> Task material:
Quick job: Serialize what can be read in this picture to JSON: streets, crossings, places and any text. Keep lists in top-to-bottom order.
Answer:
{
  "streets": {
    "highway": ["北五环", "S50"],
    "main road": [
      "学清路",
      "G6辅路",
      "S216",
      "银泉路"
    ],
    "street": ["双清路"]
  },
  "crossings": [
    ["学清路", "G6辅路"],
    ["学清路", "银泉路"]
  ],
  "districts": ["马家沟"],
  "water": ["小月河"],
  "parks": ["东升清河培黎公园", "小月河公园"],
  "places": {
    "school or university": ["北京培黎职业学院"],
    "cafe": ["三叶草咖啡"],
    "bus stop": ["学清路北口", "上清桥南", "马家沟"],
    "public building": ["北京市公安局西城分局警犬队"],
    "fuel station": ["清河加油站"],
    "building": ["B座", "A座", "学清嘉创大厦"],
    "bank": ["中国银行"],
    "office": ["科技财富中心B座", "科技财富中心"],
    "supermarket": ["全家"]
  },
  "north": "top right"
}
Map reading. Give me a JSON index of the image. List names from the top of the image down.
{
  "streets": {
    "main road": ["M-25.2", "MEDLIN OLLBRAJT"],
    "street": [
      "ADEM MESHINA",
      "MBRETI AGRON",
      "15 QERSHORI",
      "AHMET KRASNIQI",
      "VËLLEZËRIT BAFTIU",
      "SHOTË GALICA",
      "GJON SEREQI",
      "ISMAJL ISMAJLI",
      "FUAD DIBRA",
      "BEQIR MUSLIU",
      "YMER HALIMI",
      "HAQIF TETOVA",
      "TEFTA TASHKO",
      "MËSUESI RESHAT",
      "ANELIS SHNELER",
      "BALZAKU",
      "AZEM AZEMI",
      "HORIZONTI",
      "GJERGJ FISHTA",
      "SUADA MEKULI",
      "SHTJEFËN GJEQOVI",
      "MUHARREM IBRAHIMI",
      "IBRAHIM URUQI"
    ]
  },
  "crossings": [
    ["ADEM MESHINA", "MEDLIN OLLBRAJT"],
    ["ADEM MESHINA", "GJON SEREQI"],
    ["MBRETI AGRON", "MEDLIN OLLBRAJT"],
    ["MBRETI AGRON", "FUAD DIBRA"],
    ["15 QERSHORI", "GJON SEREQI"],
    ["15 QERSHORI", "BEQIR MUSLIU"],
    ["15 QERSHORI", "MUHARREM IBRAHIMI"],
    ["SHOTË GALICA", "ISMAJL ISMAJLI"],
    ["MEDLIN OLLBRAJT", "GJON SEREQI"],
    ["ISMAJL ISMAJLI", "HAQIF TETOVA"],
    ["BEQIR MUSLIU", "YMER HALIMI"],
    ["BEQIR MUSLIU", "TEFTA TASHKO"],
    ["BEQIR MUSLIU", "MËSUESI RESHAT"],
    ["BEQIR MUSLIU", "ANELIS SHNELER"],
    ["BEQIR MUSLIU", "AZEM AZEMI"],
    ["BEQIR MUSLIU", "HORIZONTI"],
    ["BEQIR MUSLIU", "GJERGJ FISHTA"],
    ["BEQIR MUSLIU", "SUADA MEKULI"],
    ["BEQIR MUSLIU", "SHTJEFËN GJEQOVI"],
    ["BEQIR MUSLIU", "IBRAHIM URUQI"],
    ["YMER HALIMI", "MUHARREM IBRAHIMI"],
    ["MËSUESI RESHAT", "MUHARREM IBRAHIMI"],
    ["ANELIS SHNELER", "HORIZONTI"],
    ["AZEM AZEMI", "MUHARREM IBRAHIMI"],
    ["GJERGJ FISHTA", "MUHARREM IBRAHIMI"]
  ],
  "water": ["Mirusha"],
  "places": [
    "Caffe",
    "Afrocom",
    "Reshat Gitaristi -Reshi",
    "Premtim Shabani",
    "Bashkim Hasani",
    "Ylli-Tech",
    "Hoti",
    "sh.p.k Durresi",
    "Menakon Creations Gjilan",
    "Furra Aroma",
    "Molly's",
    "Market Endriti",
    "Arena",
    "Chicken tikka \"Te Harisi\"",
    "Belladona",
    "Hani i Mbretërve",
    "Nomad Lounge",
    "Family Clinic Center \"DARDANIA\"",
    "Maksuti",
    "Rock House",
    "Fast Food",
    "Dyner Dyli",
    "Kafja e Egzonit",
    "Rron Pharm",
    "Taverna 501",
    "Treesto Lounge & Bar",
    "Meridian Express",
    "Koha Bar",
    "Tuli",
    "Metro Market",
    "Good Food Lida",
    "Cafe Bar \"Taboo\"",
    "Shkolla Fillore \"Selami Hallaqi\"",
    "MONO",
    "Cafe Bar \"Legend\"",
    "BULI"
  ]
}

> Try it:
Look through the material and find each line that includes "MEDLIN", then copy it.

> Your response:
    "main road": ["M-25.2", "MEDLIN OLLBRAJT"],
    ["ADEM MESHINA", "MEDLIN OLLBRAJT"],
    ["MBRETI AGRON", "MEDLIN OLLBRAJT"],
    ["MEDLIN OLLBRAJT", "GJON SEREQI"],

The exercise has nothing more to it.